Un recente rapporto, stilato da un team di esperti guidati da economisti di fama come Nicholas Stern, sottolinea che saranno necessari oltre 1.000 miliardi di dollari l’anno entro il 2030 per raggiungere questi obiettivi.

Si tratta di cifre astronomiche che superano di gran lunga i 100 miliardi di dollari annuali promessi alla COP 15 di Copenaghen nel 2009, ma raggiunti solo nel 2022.

 

COP 29: sfide e contraddizioni

Nonostante la crescente urgenza, la COP 29 è segnata da posizioni divergenti. Paesi come gli Stati Uniti e l’Argentina stanno minacciando di abbandonare gli Accordi di Parigi, mentre altre economie avanzate faticano a mantenere le promesse finanziarie.

L’Italia, ad esempio, continua a promuovere investimenti in combustibili fossili sotto la bandiera della “neutralità tecnologica”. Tuttavia, c’è qualche segnale positivo: un recente accordo tra Italia e Kenya prevede 150 milioni di euro per progetti climatici, tra cui la riforestazione e il miglioramento dei trasporti urbani.

L’Unione Europea, intanto, ha votato per un nuovo approccio alla finanza climatica che sia equo e basato sul principio del “chi inquina paga”.

La richiesta è chiara: abbandonare progressivamente tutte le sovvenzioni ai combustibili fossili e spostare i fondi verso azioni pro-clima, come energie rinnovabili e transizione energetica.

 

Il futuro: un’occasione da non perdere

L’azione climatica richiede uno sforzo collettivo senza precedenti, con una spesa globale stimata in oltre 2.400 miliardi di dollari l’anno tra fondi interni ed esterni.
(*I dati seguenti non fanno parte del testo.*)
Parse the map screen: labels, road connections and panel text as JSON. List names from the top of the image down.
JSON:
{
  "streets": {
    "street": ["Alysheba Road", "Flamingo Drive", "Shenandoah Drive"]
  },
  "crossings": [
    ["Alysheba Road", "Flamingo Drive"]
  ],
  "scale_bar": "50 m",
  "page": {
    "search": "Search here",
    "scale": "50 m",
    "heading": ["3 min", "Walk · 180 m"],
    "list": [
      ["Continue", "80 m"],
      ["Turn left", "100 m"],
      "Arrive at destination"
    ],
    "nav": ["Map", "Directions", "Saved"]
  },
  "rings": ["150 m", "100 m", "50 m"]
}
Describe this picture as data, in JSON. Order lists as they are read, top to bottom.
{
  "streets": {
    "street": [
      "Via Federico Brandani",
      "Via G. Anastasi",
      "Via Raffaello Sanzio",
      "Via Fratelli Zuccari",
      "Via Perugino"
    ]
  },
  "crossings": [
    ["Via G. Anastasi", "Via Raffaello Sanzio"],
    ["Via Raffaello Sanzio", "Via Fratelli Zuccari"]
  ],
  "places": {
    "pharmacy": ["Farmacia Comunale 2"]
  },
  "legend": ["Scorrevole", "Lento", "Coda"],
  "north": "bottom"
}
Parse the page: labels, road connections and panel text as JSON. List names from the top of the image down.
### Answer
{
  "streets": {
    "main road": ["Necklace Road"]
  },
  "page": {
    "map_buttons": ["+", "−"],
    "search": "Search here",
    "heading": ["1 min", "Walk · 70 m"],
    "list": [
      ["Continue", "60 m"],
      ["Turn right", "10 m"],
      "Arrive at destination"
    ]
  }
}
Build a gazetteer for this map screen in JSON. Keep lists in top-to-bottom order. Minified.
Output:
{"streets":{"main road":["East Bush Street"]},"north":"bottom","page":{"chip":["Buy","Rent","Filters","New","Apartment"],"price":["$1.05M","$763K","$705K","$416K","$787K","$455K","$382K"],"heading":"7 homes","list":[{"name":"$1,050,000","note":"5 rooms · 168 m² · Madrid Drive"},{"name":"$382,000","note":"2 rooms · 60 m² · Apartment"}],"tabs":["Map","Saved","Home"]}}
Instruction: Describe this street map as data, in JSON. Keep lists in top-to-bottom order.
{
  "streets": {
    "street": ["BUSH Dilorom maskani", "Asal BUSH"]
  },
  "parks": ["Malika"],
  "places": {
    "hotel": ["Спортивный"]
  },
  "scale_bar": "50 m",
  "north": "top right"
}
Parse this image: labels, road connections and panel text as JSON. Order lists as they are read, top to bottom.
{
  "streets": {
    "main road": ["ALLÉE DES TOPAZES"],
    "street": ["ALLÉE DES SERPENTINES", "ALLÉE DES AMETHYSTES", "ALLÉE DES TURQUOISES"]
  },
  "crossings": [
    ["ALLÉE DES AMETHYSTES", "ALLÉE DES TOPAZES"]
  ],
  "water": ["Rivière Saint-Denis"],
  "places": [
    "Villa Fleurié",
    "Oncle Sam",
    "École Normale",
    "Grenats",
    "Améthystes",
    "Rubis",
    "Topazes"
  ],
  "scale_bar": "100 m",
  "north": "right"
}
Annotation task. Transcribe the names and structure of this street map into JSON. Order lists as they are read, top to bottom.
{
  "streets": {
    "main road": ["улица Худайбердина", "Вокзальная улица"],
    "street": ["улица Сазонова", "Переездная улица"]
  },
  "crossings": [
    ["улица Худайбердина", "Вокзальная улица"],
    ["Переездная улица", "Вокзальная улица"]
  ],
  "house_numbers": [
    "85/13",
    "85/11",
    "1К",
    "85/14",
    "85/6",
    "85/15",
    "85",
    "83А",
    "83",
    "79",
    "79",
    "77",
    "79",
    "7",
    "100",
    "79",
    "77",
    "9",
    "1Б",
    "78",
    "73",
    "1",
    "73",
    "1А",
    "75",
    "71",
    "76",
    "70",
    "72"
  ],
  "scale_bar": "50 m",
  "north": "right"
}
Questi finanziamenti saranno cruciali per settori come le energie rinnovabili, la resilienza ai cambiamenti climatici e la gestione di perdite e danni causati da eventi estremi.

La sfida è chiara: trovare un equilibrio tra urgenza, equità e responsabilità condivisa. Solo con impegni concreti e una visione comune sarà possibile evitare conseguenze catastrofiche per il pianeta.